▼
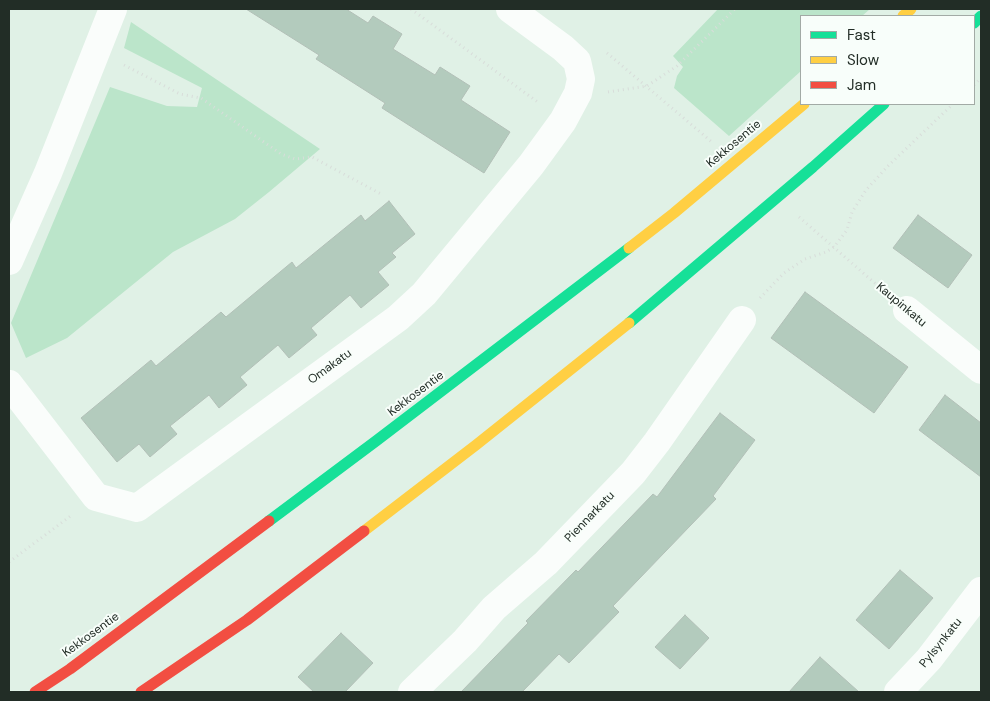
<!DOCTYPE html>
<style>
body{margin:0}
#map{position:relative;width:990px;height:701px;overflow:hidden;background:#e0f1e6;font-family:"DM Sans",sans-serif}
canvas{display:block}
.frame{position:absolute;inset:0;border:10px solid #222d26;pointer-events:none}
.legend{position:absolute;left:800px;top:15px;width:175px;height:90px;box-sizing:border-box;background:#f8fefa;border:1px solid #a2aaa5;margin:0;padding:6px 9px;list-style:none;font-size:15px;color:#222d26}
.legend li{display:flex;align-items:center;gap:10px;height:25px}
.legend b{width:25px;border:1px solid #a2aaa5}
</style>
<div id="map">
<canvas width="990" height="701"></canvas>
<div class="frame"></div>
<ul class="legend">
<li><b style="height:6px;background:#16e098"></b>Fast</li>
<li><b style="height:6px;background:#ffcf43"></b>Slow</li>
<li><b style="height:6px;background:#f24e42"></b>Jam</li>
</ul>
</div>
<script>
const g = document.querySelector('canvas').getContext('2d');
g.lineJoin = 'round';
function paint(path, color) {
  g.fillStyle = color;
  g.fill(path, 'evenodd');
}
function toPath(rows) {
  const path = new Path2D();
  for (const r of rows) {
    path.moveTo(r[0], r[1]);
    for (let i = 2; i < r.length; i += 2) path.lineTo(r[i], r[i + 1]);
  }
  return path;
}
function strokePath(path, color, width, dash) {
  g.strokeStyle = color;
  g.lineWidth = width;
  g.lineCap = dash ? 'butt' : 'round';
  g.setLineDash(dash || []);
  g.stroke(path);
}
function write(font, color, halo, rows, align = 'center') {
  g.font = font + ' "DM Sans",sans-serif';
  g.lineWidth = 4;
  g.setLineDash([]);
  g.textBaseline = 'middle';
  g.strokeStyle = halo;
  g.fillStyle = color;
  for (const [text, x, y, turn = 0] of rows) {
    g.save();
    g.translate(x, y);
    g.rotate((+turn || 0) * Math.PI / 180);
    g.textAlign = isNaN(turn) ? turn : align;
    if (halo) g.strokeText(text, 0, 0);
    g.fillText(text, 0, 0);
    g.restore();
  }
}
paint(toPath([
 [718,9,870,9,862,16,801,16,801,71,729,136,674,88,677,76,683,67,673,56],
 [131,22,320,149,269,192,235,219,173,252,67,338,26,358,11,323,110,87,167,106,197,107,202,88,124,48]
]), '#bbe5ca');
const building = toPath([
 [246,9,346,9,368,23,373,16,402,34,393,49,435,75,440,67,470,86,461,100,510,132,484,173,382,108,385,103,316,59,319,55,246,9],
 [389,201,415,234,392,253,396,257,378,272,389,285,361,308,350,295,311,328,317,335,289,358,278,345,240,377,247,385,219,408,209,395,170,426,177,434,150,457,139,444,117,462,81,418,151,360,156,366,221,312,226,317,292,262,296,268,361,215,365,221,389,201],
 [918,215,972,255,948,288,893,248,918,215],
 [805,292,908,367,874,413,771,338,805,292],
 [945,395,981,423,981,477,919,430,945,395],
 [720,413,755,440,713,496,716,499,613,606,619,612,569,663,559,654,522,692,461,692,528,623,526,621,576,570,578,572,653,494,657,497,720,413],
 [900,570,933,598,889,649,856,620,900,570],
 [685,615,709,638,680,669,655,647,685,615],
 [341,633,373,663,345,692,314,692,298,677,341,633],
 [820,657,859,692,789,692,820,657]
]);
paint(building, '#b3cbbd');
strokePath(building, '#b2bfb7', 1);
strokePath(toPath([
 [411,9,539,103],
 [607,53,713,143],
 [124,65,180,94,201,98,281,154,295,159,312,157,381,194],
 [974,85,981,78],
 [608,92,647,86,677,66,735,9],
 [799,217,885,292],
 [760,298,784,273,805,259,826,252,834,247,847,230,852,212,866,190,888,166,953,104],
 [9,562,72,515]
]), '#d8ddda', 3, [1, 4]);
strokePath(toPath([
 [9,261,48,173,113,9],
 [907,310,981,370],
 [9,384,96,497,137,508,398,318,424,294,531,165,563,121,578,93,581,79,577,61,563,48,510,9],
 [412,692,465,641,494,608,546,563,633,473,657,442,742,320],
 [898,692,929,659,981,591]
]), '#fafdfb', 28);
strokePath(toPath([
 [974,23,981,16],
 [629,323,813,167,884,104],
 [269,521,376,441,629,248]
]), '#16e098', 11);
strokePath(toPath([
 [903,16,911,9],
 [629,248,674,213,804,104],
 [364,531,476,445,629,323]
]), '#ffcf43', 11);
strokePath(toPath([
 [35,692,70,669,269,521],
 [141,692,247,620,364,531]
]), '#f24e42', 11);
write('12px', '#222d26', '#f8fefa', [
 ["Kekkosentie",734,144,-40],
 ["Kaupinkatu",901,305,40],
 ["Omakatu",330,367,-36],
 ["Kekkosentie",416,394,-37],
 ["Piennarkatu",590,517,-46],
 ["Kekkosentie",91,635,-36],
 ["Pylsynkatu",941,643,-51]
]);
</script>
▲
▼
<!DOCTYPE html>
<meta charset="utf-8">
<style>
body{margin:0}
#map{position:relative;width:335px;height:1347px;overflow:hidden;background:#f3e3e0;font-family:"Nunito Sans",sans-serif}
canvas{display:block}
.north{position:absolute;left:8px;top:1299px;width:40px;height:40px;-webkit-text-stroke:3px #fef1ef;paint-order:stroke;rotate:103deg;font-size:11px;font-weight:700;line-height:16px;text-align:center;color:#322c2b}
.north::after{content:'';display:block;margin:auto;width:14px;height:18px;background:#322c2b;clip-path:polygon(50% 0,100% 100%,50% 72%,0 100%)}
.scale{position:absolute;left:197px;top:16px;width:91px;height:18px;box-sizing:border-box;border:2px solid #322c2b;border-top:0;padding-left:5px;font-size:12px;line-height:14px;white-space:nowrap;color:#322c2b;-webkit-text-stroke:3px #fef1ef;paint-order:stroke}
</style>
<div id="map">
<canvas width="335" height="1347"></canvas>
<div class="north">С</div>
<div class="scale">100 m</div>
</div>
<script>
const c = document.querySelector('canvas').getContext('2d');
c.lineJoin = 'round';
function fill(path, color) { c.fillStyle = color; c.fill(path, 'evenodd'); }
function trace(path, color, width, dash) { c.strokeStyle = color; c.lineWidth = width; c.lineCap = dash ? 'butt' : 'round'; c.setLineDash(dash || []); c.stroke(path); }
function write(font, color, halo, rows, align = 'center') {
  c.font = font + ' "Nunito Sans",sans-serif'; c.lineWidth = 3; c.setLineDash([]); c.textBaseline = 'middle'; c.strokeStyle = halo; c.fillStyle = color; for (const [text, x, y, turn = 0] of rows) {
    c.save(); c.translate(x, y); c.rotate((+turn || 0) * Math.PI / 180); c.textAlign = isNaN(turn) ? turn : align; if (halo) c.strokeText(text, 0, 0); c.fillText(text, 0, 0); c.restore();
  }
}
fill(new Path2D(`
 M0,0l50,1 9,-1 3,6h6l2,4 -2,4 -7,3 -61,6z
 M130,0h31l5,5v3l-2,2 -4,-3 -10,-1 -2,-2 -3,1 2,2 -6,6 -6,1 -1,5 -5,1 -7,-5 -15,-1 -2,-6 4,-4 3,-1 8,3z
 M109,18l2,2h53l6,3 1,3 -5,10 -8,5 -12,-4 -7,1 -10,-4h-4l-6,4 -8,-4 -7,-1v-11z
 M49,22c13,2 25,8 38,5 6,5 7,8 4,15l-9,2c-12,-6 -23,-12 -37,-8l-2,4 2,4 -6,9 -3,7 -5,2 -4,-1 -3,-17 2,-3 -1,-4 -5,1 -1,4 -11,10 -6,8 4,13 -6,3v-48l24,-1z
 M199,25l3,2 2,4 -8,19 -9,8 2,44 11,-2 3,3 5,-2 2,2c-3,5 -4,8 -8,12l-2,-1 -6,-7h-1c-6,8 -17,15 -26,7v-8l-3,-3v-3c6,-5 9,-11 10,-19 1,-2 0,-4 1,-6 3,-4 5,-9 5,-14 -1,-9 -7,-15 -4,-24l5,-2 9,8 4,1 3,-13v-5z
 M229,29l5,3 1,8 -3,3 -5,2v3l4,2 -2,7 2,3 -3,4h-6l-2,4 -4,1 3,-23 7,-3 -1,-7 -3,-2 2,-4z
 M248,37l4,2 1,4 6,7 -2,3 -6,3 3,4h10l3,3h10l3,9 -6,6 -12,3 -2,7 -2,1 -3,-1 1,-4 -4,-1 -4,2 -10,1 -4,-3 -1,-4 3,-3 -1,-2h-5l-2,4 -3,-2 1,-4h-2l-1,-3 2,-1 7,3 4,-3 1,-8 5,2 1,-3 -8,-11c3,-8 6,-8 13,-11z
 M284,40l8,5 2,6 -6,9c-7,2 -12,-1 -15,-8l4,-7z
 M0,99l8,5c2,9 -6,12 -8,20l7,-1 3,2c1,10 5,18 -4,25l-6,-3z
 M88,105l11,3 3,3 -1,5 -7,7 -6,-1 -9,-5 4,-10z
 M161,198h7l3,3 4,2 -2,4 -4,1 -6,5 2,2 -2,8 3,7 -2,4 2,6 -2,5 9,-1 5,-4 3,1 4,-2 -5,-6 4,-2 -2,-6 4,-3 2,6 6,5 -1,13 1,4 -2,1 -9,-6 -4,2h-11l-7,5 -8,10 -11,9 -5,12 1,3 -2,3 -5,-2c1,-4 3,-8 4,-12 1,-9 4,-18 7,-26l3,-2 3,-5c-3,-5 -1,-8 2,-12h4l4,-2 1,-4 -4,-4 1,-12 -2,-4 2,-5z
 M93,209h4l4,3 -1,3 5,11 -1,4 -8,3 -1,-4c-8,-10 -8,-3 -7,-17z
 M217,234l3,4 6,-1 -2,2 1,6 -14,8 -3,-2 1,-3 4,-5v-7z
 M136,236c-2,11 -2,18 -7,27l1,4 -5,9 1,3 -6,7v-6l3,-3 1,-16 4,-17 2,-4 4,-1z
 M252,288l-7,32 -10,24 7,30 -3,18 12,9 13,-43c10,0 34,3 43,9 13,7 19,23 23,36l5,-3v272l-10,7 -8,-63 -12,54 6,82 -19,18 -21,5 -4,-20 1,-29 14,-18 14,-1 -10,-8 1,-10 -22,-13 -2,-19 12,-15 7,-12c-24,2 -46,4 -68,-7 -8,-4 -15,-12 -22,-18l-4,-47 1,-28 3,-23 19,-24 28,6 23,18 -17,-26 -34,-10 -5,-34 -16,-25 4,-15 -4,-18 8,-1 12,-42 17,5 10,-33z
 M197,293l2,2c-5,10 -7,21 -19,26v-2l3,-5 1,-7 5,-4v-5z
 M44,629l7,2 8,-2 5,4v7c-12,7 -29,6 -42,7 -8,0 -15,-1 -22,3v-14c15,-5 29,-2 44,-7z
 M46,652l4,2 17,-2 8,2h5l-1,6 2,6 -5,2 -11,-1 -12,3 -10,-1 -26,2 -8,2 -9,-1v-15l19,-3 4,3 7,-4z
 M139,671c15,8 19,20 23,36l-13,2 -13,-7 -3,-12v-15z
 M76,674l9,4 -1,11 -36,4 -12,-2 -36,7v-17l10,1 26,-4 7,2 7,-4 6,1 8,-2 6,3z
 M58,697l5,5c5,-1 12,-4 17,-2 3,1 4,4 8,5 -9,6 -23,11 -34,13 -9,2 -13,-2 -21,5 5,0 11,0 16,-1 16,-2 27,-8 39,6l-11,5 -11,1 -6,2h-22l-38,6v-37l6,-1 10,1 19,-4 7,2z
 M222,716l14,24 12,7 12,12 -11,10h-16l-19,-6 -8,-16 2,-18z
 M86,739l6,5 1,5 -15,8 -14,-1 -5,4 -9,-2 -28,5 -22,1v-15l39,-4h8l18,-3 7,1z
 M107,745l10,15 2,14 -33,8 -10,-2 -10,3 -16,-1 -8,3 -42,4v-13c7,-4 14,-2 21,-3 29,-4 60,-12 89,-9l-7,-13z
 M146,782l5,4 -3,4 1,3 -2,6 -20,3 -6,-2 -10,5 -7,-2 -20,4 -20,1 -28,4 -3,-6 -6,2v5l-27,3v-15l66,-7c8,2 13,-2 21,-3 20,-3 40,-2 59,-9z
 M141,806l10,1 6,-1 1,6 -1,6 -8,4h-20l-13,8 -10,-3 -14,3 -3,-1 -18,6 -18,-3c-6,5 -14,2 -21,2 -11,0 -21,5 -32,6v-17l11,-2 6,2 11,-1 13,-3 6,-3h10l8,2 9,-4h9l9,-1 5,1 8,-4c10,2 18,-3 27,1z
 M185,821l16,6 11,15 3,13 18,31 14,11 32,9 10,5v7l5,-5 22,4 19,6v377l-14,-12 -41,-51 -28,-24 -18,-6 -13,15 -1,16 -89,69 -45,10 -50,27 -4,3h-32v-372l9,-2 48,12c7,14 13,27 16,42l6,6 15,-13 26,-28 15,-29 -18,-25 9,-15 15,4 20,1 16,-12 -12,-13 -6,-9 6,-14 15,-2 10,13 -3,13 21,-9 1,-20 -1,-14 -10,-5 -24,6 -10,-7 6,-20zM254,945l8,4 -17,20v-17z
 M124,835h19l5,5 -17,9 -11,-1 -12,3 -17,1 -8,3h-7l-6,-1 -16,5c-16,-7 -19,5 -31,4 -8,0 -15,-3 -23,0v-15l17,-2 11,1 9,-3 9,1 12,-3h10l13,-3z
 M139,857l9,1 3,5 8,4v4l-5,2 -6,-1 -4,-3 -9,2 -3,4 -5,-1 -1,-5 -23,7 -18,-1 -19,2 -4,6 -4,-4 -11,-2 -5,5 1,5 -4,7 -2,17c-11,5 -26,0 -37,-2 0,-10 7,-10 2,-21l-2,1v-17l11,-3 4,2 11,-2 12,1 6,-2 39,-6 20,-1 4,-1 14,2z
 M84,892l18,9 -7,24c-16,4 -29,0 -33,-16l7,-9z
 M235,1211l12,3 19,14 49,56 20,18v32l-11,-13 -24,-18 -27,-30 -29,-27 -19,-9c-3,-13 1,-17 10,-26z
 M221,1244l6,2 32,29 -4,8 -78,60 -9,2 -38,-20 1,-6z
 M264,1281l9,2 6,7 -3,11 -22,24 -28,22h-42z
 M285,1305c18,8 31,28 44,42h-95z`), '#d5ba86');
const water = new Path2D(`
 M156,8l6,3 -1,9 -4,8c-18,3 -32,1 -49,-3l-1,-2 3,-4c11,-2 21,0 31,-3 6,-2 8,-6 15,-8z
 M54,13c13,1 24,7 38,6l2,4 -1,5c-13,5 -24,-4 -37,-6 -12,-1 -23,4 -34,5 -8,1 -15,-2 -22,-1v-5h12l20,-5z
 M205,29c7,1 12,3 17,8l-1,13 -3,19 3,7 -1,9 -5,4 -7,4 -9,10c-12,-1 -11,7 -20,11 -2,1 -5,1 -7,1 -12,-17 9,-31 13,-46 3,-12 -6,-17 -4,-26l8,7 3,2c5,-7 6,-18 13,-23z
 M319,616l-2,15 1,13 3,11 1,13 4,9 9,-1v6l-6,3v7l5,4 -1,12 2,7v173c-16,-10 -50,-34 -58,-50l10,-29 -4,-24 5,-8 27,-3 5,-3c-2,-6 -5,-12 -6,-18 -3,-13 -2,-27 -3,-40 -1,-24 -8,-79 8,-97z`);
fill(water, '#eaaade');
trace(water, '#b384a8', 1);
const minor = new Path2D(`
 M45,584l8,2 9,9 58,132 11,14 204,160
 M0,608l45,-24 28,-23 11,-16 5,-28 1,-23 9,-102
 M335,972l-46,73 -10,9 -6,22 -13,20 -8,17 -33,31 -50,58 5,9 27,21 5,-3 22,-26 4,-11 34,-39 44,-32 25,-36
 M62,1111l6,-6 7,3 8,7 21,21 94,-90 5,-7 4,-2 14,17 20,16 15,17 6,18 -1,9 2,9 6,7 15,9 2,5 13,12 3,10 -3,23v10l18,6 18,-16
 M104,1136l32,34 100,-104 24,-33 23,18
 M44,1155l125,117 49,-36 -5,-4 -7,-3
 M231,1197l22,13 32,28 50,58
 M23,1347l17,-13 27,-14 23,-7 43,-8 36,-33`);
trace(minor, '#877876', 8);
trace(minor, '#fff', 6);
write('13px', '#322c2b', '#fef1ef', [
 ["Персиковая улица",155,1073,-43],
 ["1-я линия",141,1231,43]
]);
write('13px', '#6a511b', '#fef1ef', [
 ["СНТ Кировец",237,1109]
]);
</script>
▲
WHAT TO WORK ON
Begin with the line above that has "function trace(path, color, width, dash)" and continue through the line that has "c.font = font", setting each one down exactly. Stop there.

REPLY TO THE TASK
function trace(path, color, width, dash) { c.strokeStyle = color; c.lineWidth = width; c.lineCap = dash ? 'butt' : 'round'; c.setLineDash(dash || []); c.stroke(path); }
function write(font, color, halo, rows, align = 'center') {
  c.font = font + ' "Nunito Sans",sans-serif'; c.lineWidth = 3; c.setLineDash([]); c.textBaseline = 'middle'; c.strokeStyle = halo; c.fillStyle = color; for (const [text, x, y, turn = 0] of rows) {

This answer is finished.